His team split into three units: One to figure out how to restore at least some services quickly (there were just nine days until the next payroll for all territorial employees, plus another 18 days until the next payday for people receiving monthly income assistance payments); another doing root cause analysis; and a third to figure out logistics (getting 2,500 workstations in Iqaluit to a staging environment for re-imaging with Windows 10, returning them to offices, and turning them on floor by floor, building by building. Planes had to be chartered to do the same in each of the 25 communities.)
Meanwhile vendors were contacted. One was Microsoft Canada. Under a support agreement it offered the services of its DART team.
By the time that team landed on Wednesday, the IT team had created a recovery process. The network team was creating a new network. The government had set one priority: Restoring communications so residents could be told what was going on. Working with the DART team, it was decided to switch to the cloud-based Office 365 for all 6,500 users. Typically, Joy said, that could take months. Instead, it was done in about five days in Iqaluit, and nine days across the territory.
That was just the start of an overhaul to switch from a siloed strategy to one built around Microsoft’s cloud-based tools. That included the installation of Azure Sentinel, a security information and event management solution (SIEM) to give visibility across the IT environment; Cloud App Security for visibility into apps and resources and Microsoft Defender for Endpoint.
To analyze telemetry streams, IT now uses Azure Data Explorer. It automates business-critical workflows with Azure Logic Apps, and uses Microsoft Information Protection to classify and protect documents by applying labels to content.
Six weeks – and according to the Globe and Mail, $5 million later – the system was fully back up and operational. It was, Joy said, “an unplanned modernization of the infrastructure.”
“If we had the ability to look at lateral attack patterns to see lateral movement, a SIEM could have alerted us,” Joy said. “We had modern security tools but unfortunately they didn’t work … it just didn’t detect” the strain of ransomware.
And while the end-point protection tool had a central console that provided alerting to the system team on all endpoints and servers, it would have only detected the initial infection. It wouldn’t have seen encryption of files as unusual behaviour.
The automation of certain functions has been an advantage, giving more time to analysts to spend on detecting sophisticated attacks. “If something goes wrong, the workstation is automatically isolated from the network and scanned with a full AV scan before an analyst can look at it,” said Joy. “You have to meet threat actors with a similar level of sophistication.

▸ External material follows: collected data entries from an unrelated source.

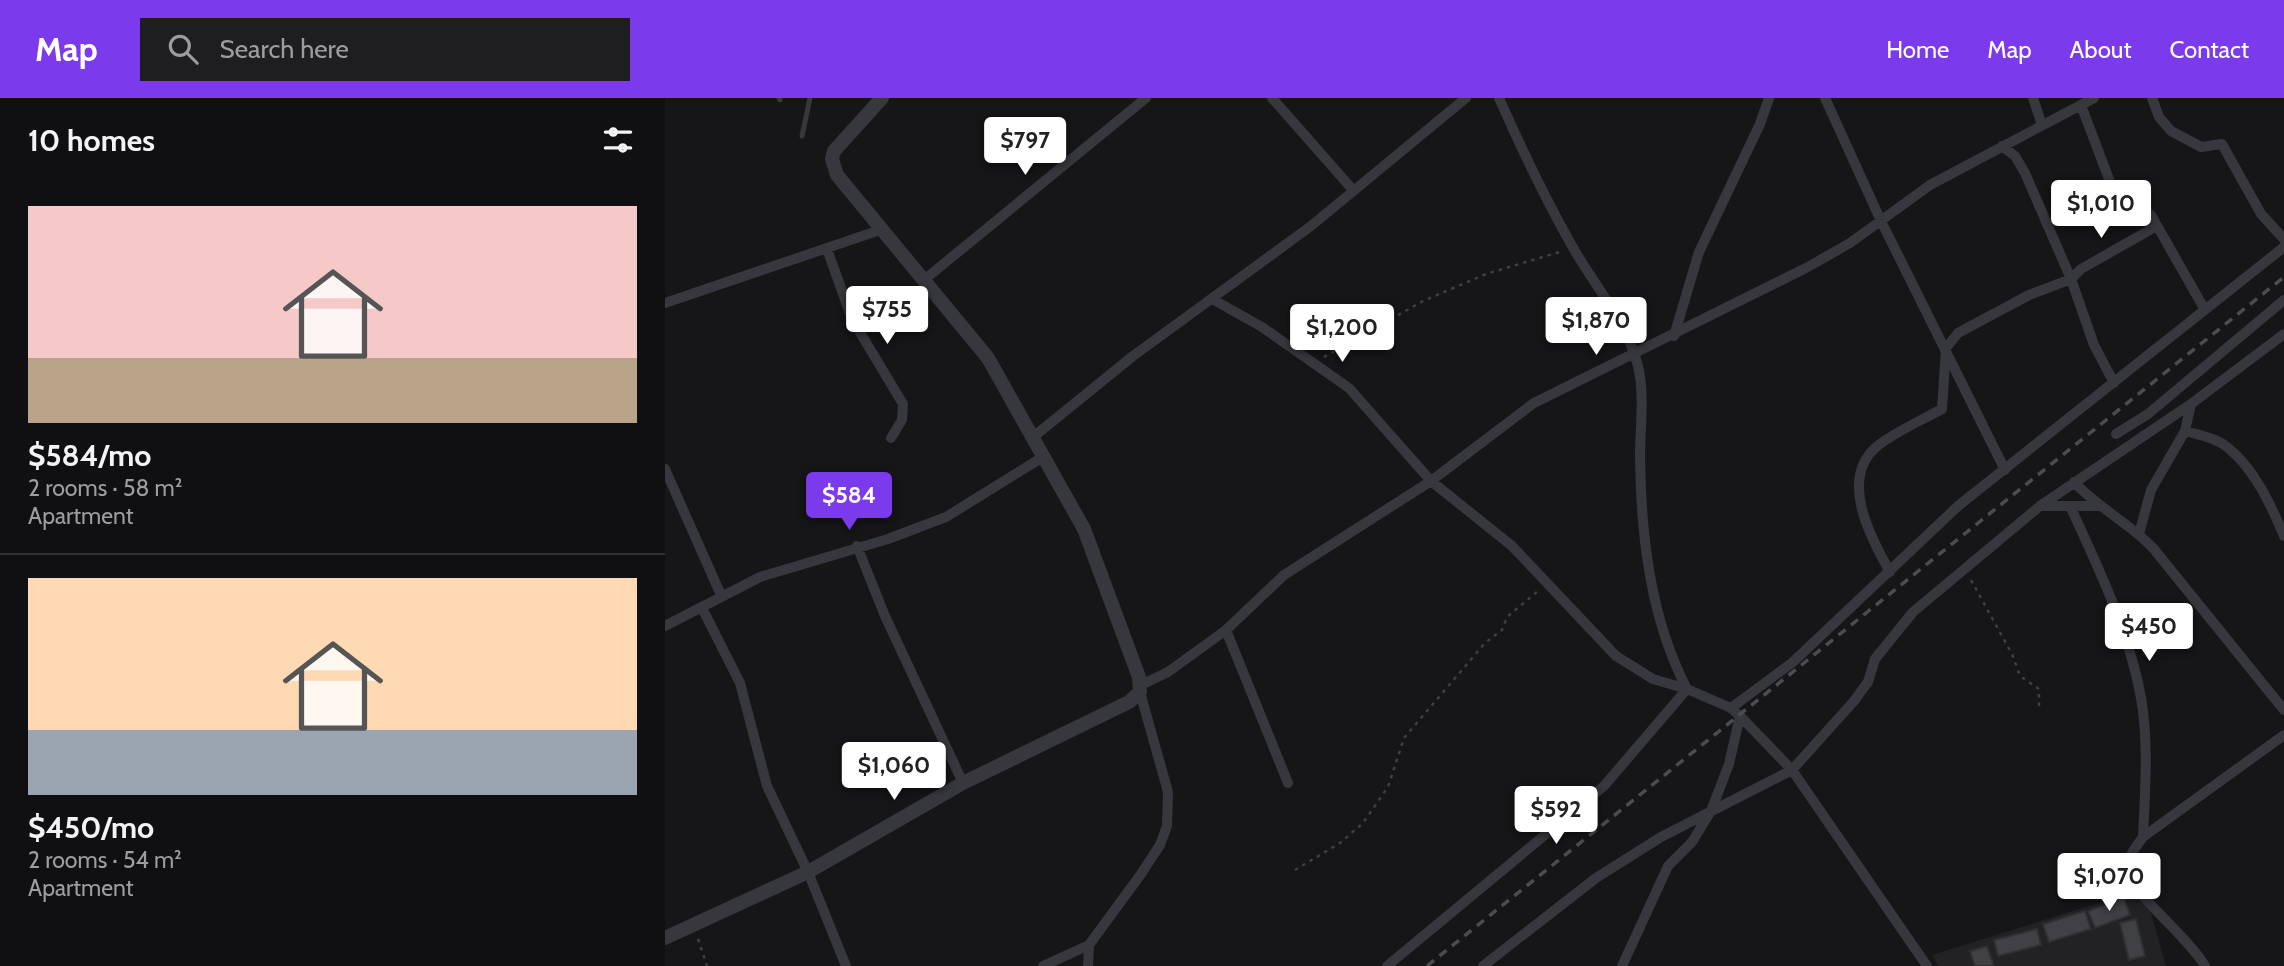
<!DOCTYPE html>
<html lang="en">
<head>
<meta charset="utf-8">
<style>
  body { margin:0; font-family:Cabin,sans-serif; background:#1e1e20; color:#f1f3f6; height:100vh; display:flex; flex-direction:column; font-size:26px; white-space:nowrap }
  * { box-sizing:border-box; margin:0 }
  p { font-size:23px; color:#9c9d9f }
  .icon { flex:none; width:38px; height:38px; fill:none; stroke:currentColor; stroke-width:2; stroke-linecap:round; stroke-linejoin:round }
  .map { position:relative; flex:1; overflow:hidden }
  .drawer { display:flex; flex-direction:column; background:#101012; width:665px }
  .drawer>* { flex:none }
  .price { position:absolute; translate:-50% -60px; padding:0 16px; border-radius:7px; background:#fff; color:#222; font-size:23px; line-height:46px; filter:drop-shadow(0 2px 4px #0008) }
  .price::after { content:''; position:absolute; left:50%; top:42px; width:21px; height:16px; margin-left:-10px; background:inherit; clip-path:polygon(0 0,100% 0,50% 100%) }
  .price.current { background:#7c3aed; color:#fff }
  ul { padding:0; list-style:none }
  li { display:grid; align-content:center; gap:14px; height:371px; padding:0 28px }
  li+li { border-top:2px solid #303032 }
  li span { display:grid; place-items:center; height:217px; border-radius:0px; color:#555 }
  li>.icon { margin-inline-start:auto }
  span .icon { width:126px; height:126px; fill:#fffc; stroke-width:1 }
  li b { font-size:30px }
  h2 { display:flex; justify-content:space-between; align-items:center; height:84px; padding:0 28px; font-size:30px }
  header { display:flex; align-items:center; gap:42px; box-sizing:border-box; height:98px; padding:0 35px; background:#7c3aed; color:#fff }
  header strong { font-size:33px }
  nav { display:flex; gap:38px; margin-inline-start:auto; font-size:24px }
  .search { width:490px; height:63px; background:#1e1e20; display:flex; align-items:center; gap:18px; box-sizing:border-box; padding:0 24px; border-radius:0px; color:#9c9d9f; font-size:26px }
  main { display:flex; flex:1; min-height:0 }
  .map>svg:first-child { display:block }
  .built { fill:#222225 }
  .building { fill:#404145; stroke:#303034; stroke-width:2 }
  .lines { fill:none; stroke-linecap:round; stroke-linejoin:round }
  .path { stroke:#3d3f44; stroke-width:2.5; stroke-dasharray:3.5 5; stroke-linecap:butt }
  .service { stroke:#37383d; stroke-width:5 }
  .minor { stroke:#37383d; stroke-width:10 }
  .tertiary { stroke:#37383d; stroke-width:14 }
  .rail { stroke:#4a4c52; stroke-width:3.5; stroke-dasharray:9 7; stroke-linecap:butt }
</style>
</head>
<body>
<header>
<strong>Map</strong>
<div class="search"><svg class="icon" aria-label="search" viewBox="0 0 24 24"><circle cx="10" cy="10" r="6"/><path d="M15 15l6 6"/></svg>Search here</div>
<nav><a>Home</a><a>Map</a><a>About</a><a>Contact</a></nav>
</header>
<main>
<section class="drawer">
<h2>10 homes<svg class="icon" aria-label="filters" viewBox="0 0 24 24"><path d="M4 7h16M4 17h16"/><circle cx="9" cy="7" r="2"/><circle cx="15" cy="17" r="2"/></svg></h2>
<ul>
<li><span style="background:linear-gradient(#f6c9c9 70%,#b9a48a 0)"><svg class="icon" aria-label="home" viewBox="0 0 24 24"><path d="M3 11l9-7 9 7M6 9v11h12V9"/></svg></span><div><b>$584/mo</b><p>2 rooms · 58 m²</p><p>Apartment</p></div></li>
<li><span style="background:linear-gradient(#ffd9b3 70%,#9aa5b1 0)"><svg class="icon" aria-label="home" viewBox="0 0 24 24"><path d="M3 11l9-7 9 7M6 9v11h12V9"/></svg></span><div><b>$450/mo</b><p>2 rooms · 54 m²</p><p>Apartment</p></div></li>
</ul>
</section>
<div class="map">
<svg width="1619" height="868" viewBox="0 0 1619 868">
  <rect width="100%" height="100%" fill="#161618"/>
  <path class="built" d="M1479,791L1501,868H1273L1267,857Z"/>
  <path class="building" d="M1459,799L1465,817L1430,830L1423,813Z
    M1420,813L1426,831L1384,844L1378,826Z
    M1471,821L1480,858L1464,862L1455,825Z
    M1372,831L1376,847L1333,858L1329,842Z
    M1322,848L1329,868H1310L1305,853Z"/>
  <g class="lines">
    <path class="path" d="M659,259L758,203L821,176L898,153
      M1306,482L1347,556L1355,578L1374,591V608
      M630,772L675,745L698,725L723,689L739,640L820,545L837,532L842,519L873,493
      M33,841L42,868"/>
    <path class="service" d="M114,0L115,2
      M137,38L145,0"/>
    <path class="minor" d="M607,0L688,92
      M1160,0L1216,123L1340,372
      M1368,0L1377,27
      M1487,0L1494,19L1506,33L1536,49L1557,46L1596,116L1619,141
      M1416,7L1445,84L1454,95L1486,117L1540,212
      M1337,48L1350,58L1360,75L1406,181L1429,247L1449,285
      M162,151L187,221L238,306L237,322L226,340
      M259,182L481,0
      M547,201L597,229L684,290L766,383L847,448L951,558L988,581L1022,591L1066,610L1075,618L1127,672L1262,868
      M0,205L215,132
      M1009,238L1034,154L1095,26L1104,0
      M1520,333C1534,337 1551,340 1562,349C1589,370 1606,407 1619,438
      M1451,336L1483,316L1619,202
      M367,340L468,258L646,128L801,0
      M0,371L56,497
      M1409,384C1433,410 1463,424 1488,450L1619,612
      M1375,408H1432
      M1405,408C1433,469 1464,533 1476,600C1484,646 1480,693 1478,739
      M1474,436L1486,392L1520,333L1526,306
      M192,448L220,518L298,685
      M1225,474C1205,439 1172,377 1215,346C1234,332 1257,322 1277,311L1281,250L1293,235L1364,197L1406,181L1416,171L1490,129
      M37,510L75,585L102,688L143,774L181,868
      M0,528L95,479L223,441L281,419L378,359
      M561,532L623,685
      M476,587L503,574L561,532L619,477L766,383L869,305L1141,170L1185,145L1265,87L1429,0
      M1066,610L1128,564L1293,408L1619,149
      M378,868L424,847
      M423,868L424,847L476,776L495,747L502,728L503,694L475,594
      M722,868L939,688L1022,591C985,520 976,437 975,359C975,330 980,297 973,268C962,224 929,187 907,148C880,100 856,50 834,0
      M818,868L931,780L996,739L1127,672L1189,603L1203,584L1210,561L1248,514L1375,408L1526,306L1619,236
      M957,868L1003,768L1027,744L1046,713L1064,666L1075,618
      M1540,868C1525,841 1467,795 1463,774C1460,761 1471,749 1478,739L1619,637"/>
    <path class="tertiary" d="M0,840L143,774L298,685L464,604L475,594L474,579L419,431L323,260L172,77L167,61L169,53L217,0"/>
    <path class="rail" d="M762,868L1619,179"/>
  </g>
</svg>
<b class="price" style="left:360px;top:79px">$797</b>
<b class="price" style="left:1436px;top:142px">$1,010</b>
<b class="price" style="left:222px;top:248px">$755</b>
<b class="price" style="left:931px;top:259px">$1,870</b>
<b class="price" style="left:677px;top:266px">$1,200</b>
<b class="price current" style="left:184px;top:434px">$584</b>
<b class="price" style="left:1484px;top:565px">$450</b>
<b class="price" style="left:229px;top:704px">$1,060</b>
<b class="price" style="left:891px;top:748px">$592</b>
<b class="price" style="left:1444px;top:815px">$1,070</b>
</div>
</main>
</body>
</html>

“One of our saving graces,” Joy added, was the ability of the IT team to work together. “You can’t have a siloed team,” he said. “They need to be interoperable and understand the whole business of the enterprise.”
Joy listed a number of lessons learned from the attack:
–sometimes trying to continue running legacy infrastructure poses a significant threat. You need a robust infrastructure with a holistic view;
–don’t operate a network on satellite infrastructure;
–your IT team has to be able to handle multiple tasks in an emergency. “One thing I can’t state enough is you’re truly as capable and competent as your team. Without a good team to support the infrastructure I don’t think you can be successful;”
–if they’re not doing it today, CISOs need to do a better job of making the business case for investing in cybersecurity management;
–“Security is not ‘put it in place and you’re done,’” Joy concludes. It’s an exercise constant improvement.